Exercise instructions: Please go through the records below and return every line holding the word "strokeStyle".
[Given data Boundary: Start]
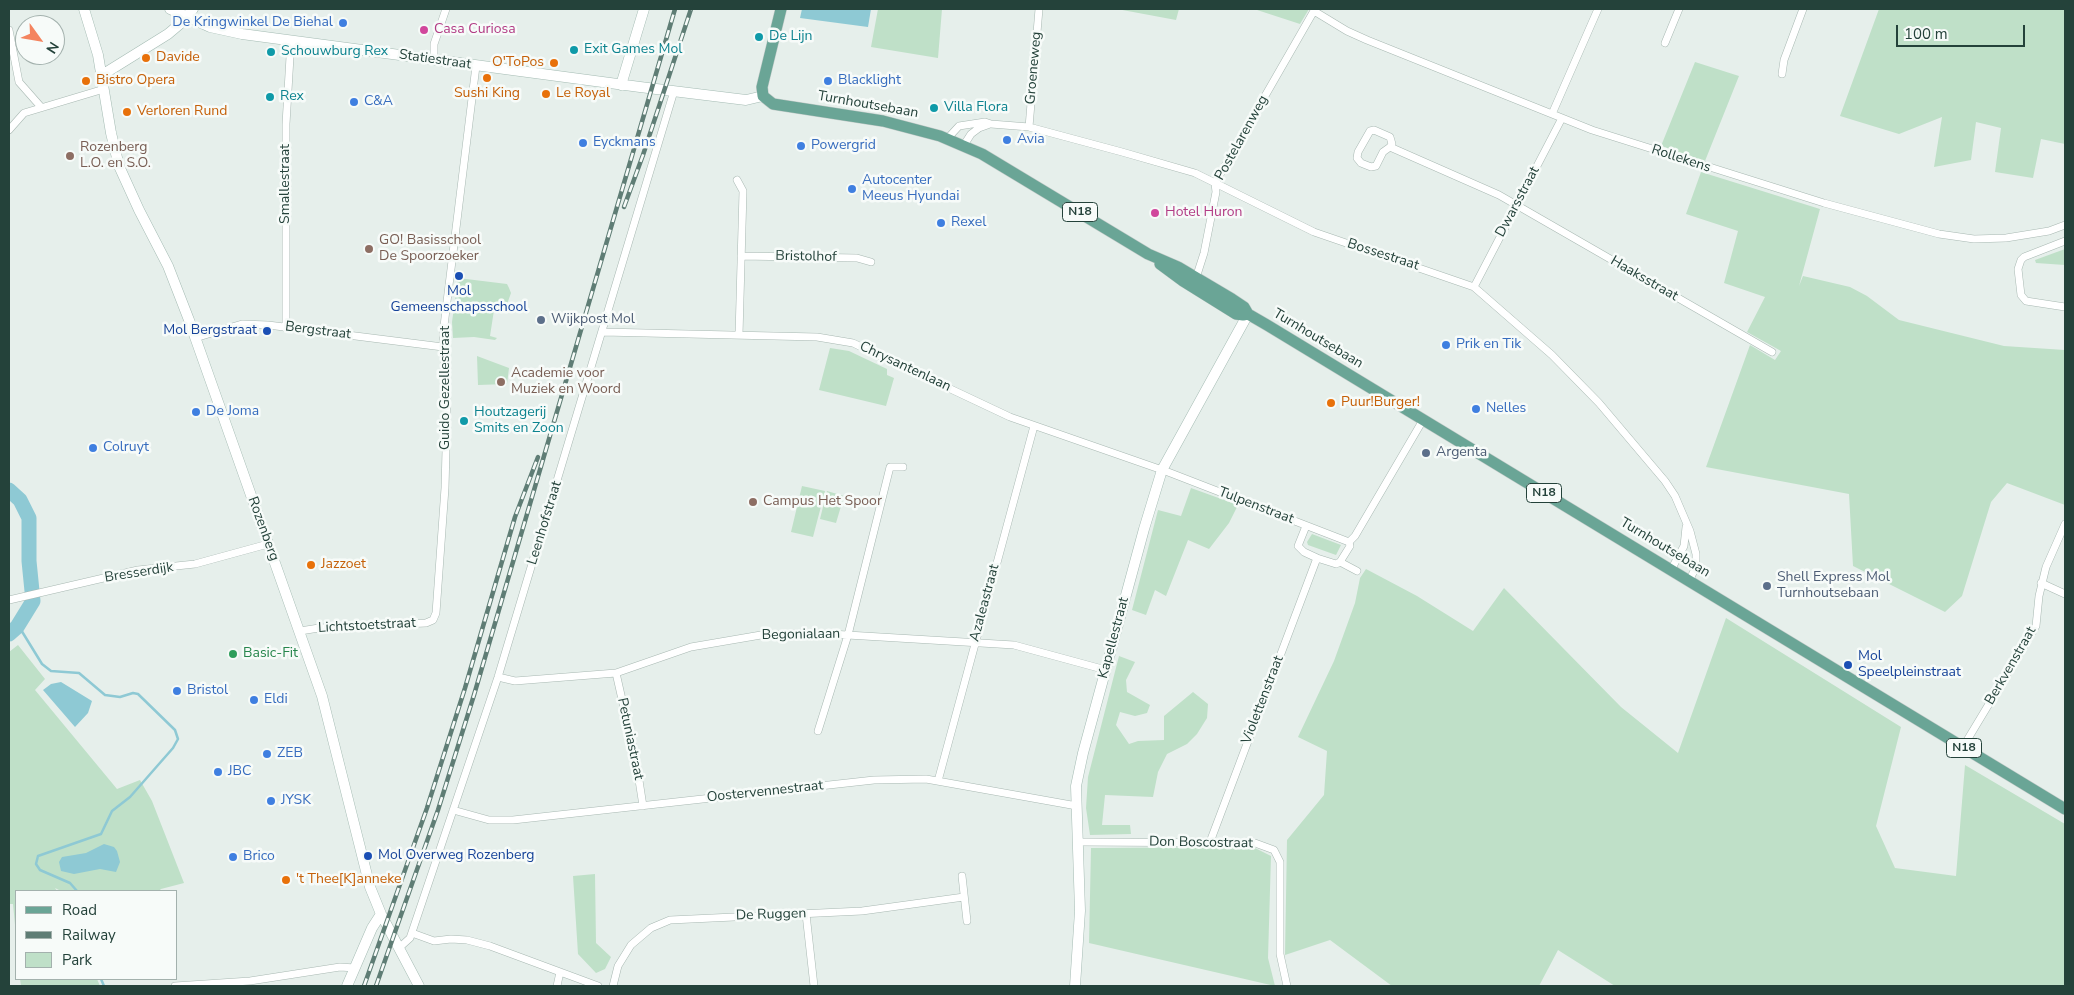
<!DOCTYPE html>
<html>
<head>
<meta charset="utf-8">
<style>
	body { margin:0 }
	#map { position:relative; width:2074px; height:995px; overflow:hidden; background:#e6efeb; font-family:"Nunito Sans",sans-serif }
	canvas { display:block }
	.frame { position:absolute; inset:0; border:10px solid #24423a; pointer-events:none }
	.legend { position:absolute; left:15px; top:890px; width:162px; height:90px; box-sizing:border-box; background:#f7fbf9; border:1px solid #a3b1ad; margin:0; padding:6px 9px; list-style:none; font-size:15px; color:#24423a }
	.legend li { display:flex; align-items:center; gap:10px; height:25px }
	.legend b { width:25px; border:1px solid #a3b1ad }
	.north { position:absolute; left:15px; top:15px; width:50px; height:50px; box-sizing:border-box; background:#f7fbf9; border:1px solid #a3b1ad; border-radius:50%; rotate:122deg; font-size:14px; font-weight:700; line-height:20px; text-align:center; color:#24423a }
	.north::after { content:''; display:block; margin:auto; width:18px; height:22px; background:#f4845f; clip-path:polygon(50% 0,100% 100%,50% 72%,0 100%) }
	.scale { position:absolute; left:1896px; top:25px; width:129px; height:22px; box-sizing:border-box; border:2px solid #24423a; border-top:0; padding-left:6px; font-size:15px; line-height:18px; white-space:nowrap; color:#24423a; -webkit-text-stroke:4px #f7fbf9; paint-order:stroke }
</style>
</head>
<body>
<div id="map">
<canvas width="2074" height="995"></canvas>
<div class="frame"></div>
<ul class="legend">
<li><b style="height:6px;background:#6aa596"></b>Road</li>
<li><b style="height:6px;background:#5f7d75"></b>Railway</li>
<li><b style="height:14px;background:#bfe0c8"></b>Park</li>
</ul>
<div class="north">N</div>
<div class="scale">100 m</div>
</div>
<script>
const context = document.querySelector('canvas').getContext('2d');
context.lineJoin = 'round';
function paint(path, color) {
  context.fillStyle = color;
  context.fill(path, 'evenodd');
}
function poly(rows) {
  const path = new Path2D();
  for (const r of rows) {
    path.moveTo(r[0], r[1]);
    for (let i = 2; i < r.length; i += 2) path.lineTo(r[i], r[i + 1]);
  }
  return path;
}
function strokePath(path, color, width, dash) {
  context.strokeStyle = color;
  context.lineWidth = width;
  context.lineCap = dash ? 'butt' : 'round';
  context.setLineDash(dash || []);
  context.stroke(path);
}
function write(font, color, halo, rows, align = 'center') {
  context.font = font + ' "Nunito Sans",sans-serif';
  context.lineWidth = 5;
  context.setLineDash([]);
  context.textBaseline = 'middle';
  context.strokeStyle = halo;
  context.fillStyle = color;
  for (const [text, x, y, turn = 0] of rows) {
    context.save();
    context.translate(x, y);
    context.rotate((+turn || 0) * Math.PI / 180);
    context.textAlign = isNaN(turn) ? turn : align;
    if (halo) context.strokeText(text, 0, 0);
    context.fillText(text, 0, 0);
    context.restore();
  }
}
paint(poly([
	[878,9,942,9,938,58,871,47],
	[1117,9,1179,9,1176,20],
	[1254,9,1309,9,1300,24],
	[1879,9,2065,9,2065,144,2041,139,2033,178,1995,172,2001,128,1976,122,1971,160,1934,167,1942,117,1899,134,1840,116],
	[1695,62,1739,76,1705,161,1661,146],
	[1701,172,1820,209,1799,286,1803,276,1850,287,1867,296,1899,320,2004,346,2065,350,2065,505,2007,483,1991,502,1962,596,1945,612,1853,566,1849,494,1706,467,1750,345,1775,360,1781,351,1747,332,1765,297,1724,283,1738,231,1686,214],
	[2065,249,2065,265,2036,263,2035,260],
	[458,278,507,284,509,288,511,293,506,307,494,310,490,336,497,338,495,340,474,337,453,338,452,322],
	[830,348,849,351,887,369,887,375,894,378,886,406,819,390],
	[477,356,509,368,507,384,478,385],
	[802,486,825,491,813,537,791,532],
	[1191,488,1238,505,1229,523,1209,549,1188,540,1166,596,1155,590,1146,615,1132,610,1158,510,1181,516],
	[827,491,844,496,836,523,820,519],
	[1312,534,1341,545,1336,555,1308,545,1307,542],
	[1366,569,1417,596,1473,631,1504,588,1621,707,1678,753,1726,618,1901,727,1876,826,1895,868,1956,876,1965,765,2065,824,2065,986,1615,986,1558,950,1539,986,1392,986,1330,940,1285,955,1287,840,1324,795,1327,751,1298,737,1334,661,1355,603,1360,578],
	[18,645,45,679,35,690,117,789,140,780,152,801,184,883,161,889,159,891,61,891,55,888,57,891,16,891,16,935,13,904,9,904,9,652],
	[1119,656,1135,662,1126,680,1127,692,1150,705,1147,713,1135,716,1120,712,1116,725,1129,744,1138,741,1164,740,1164,716,1193,692,1208,704,1207,718,1197,734,1187,744,1167,754,1158,772,1153,797,1105,795,1102,825,1130,825,1131,834,1090,835,1086,808,1088,777],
	[1253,847,1271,856,1268,958,1275,986,1089,943,1091,848],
	[595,874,596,943,611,957,605,969,596,973,578,954,573,876],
	[20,979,97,979,100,986,21,986]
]), '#bfe0c8');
paint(poly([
	[802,9,871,9,868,27,800,18],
	[61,682,92,701,88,713,75,727,43,690,51,684],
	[104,844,114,847,117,851,120,862,116,872,100,869,74,874,61,871,59,862,62,857,86,853]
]), '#8ec9d4');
strokePath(poly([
	[18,625,42,664,51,671,79,673,105,695,120,697,133,693,138,694,175,730,178,739,173,748,130,797,112,811,101,834,38,856,36,864,40,870,70,883,77,891],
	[101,979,104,986]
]), '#8ec9d4', 2.5);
strokePath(poly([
	[9,490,20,500,29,518,29,561,33,601,17,627,9,634]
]), '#8ec9d4', 15);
const street = poly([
	[1314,11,1347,31,1367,40,1592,130,1824,203,1939,234,1974,239,2006,238,2049,231,2065,225],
	[9,30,19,82,41,107],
	[1665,43,1679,9],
	[434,60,434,44,446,9],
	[1782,74,1784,60,1803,9],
	[1552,114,1598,9],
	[1029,127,1039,9],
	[9,130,24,113,104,89],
	[947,139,959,126,985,122,991,124,1029,127,1122,152,1195,173,1314,232,1474,287,1552,355,1599,403,1665,481,1675,496,1690,531,1696,554,1696,567,1689,581],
	[964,145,971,134,979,128,990,124],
	[1390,147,1392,144,1390,137,1374,130,1370,131,1358,152,1357,158,1361,163,1371,167,1376,166,1383,152,1390,147,1499,195,1772,352],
	[737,180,743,191,739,335],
	[2065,241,2024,257,2021,260,2018,269,2021,295,2026,301,2065,307],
	[741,256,857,258,871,262],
	[1196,278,1204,253,1216,192,1215,183,1315,9],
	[1474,287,1562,118],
	[286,328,286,124,291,40],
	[603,332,817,337,853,343,1010,417,1168,472,1349,542],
	[195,338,242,324,268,325,443,347],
	[1306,526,1298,546,1304,552,1317,558,1336,564,1340,562],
	[1340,562,1350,546,1349,542,1355,536,1423,420],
	[1340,562,1357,571],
	[1671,570,1684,546,1686,527],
	[2041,583,2065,594],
	[9,600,138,570,195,564,268,544],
	[300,631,319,628,426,623,433,620,436,613,445,488,447,412,443,334,476,66],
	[616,673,636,761,643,806],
	[498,677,515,681,616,673,691,647,761,635,814,633,1014,645,1106,670],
	[818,731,848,635,890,467,903,467],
	[1963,747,2036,626,2039,596,2046,567,2065,524],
	[938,781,1034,426],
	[453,810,489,820,513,820,874,780,926,779,1077,806],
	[1079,842,1255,843,1274,850,1280,862,1280,954,1287,986],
	[1210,842,1317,558],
	[962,876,967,921],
	[806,914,814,986],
	[412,933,434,941,451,939,467,940,490,946,598,986],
	[400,947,410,938,498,677,674,91],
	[175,986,250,981,340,967,355,968],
	[557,986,560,972],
	[613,986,618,966,631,945,651,928,670,920,862,911,964,897]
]);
const secondary = poly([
	[84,9,98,55,111,133,119,166,139,210,168,266,189,320,322,696,370,887,381,914,419,986],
	[170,9,210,27,242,34,640,87,746,100,763,96],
	[102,75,168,34,181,23,193,9],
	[621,85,644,9],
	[347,986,372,928,381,914],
	[1075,986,1080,911,1076,786,1083,753,1144,529,1162,470,1248,314]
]);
const primary = poly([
	[781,9,762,87,763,96,773,104,883,121,940,136,982,154,1148,254,1178,267,1232,299,1244,307,1248,314,1267,325,2065,809],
	[1160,264,1183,281,1236,314,1243,315,1248,314]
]);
strokePath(street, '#a8b8b2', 8);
strokePath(secondary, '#a4bbb3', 11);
strokePath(primary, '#c2cac8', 12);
strokePath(street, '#fff', 7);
strokePath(secondary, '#fff', 10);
strokePath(primary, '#6aa596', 11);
const rail = poly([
	[624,207,643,155,691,9],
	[364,986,427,808,465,688,515,517,538,457],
	[376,986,438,810,474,695,675,9]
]);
strokePath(rail, '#5f7d75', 4.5);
strokePath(rail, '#f7fbf9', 2.5, [8]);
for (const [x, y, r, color] of [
	[343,23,5,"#3f7fe0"],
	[424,30,5,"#d1479c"],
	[759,37,5,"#0f9aa8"],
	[574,50,5,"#0f9aa8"],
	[271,52,5,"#0f9aa8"],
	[146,58,5,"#e8710a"],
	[554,63,5,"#e8710a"],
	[487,78,5,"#e8710a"],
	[86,81,5,"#e8710a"],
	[828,81,5,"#3f7fe0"],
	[546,94,5,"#e8710a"],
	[270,97,5,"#0f9aa8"],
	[354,102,5,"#3f7fe0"],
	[934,108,5,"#0f9aa8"],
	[127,112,5,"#e8710a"],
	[1007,140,5,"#3f7fe0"],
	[583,143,5,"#3f7fe0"],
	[801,146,5,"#3f7fe0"],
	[70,156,5,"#8d6e63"],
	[852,189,5,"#3f7fe0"],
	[1155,213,5,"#d1479c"],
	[941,223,5,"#3f7fe0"],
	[369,249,5,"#8d6e63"],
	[459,276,5,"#1a4fb4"],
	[541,320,5,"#5c6f8a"],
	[267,331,5,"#1a4fb4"],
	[1446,345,5,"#3f7fe0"],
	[501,382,5,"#8d6e63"],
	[1331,403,5,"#e8710a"],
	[1476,409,5,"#3f7fe0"],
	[196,412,5,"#3f7fe0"],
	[464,421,5,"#0f9aa8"],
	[93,448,5,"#3f7fe0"],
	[1426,453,5,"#5c6f8a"],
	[753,502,5,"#8d6e63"],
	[311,565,5,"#e8710a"],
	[1767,586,5,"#5c6f8a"],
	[233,654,5,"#2e9e5b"],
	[1848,665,5,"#1a4fb4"],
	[177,691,5,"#3f7fe0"],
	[254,700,5,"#3f7fe0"],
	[267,754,5,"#3f7fe0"],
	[218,772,5,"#3f7fe0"],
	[271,801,5,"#3f7fe0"],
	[368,856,5,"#1a4fb4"],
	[233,857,5,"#3f7fe0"],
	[286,880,5,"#e8710a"]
]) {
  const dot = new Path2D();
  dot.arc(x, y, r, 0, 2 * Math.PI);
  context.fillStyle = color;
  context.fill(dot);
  strokePath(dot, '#f7fbf9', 2);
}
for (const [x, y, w] of [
	[1080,212,35],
	[1544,493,35],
	[1964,748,35]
]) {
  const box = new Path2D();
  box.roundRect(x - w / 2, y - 9.5, w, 19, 4);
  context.fillStyle = '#f7fbf9';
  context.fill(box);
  strokePath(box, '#24423a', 1);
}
write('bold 12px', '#24423a', null, [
	["N18",1080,212],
	["N18",1544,493],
	["N18",1964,748]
]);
write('14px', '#366cbe', '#f7fbf9', [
	["De Kringwinkel De Biehal",333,23,"right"],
	["Blacklight",838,81],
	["C&A",364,102],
	["Avia",1017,140],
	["Eyckmans",593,143],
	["Powergrid",811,146],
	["Autocenter",862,181],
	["Meeus Hyundai",862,197],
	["Rexel",951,223],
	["Prik en Tik",1456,345],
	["Nelles",1486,409],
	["De Joma",206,412],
	["Colruyt",103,448],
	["Bristol",187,691],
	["Eldi",264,700],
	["ZEB",277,754],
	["JBC",228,772],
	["JYSK",281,801],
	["Brico",243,857]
], 'left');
write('14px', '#b23c85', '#f7fbf9', [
	["Casa Curiosa",434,30],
	["Hotel Huron",1165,213]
], 'left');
write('14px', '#0d838f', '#f7fbf9', [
	["De Lijn",769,37],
	["Exit Games Mol",584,50],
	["Schouwburg Rex",281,52],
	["Rex",280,97],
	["Villa Flora",944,108],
	["Houtzagerij",474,413],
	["Smits en Zoon",474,429]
], 'left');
write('14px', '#c56008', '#f7fbf9', [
	["Davide",156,58],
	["O'ToPos",544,63,"right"],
	["Bistro Opera",96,81],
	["Sushi King",487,94,"center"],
	["Le Royal",556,94],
	["Verloren Rund",137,112],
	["Puur!Burger!",1341,403],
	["Jazzoet",321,565],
	["'t Thee[K]anneke",296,880]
], 'left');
write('14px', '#24423a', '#f7fbf9', [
	["Statiestraat",435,60,8],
	["Groeneweg",1034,68,-85],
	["Turnhoutsebaan",868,105,10],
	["Postelarenweg",1242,138,-61],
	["Rollekens",1681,159,18],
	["Smallestraat",286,184,-90],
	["Dwarsstraat",1518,202,-62],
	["Bossestraat",1383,255,18],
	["Bristolhof",806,257,1],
	["Haaksstraat",1644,279,30],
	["Bergstraat",318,331,7],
	["Turnhoutsebaan",1318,339,31],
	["Chrysantenlaan",905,367,25],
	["Guido Gezellestraat",446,388,-90],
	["Tulpenstraat",1256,506,21],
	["Leenhofstraat",545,523,-73],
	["Rozenberg",263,529,70],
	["Turnhoutsebaan",1665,548,31],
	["Bresserdijk",139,573,-9],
	["Azaleastraat",985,603,-75],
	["Lichtstoetstraat",367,626,-3],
	["Begonialaan",801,635,-1],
	["Kapellestraat",1114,638,-75],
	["Berkvenstraat",2011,666,-60],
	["Violettenstraat",1263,700,-69],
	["Petuniastraat",630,739,78],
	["Oostervennestraat",765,792,-6],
	["Don Boscostraat",1201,843,1],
	["De Ruggen",771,915,-2]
]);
write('14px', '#785e54', '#f7fbf9', [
	["Rozenberg",80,148],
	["L.O. en S.O.",80,164],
	["GO! Basisschool",379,241],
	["De Spoorzoeker",379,257],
	["Academie voor",511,374],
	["Muziek en Woord",511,390],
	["Campus Het Spoor",763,502]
], 'left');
write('14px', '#164399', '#f7fbf9', [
	["Mol",459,292,"center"],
	["Gemeenschapsschool",459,308,"center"],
	["Mol Bergstraat",257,331,"right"],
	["Mol",1858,657],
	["Speelpleinstraat",1858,673],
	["Mol Overweg Rozenberg",378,856]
], 'left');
write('14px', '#4e5e75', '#f7fbf9', [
	["Wijkpost Mol",551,320],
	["Argenta",1436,453],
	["Shell Express Mol",1777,578],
	["Turnhoutsebaan",1777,594]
], 'left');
write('14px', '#27864d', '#f7fbf9', [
	["Basic-Fit",243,654]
], 'left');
</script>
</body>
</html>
[Given data Boundary: End]
Solution:
  context.strokeStyle = color;
  context.strokeStyle = halo;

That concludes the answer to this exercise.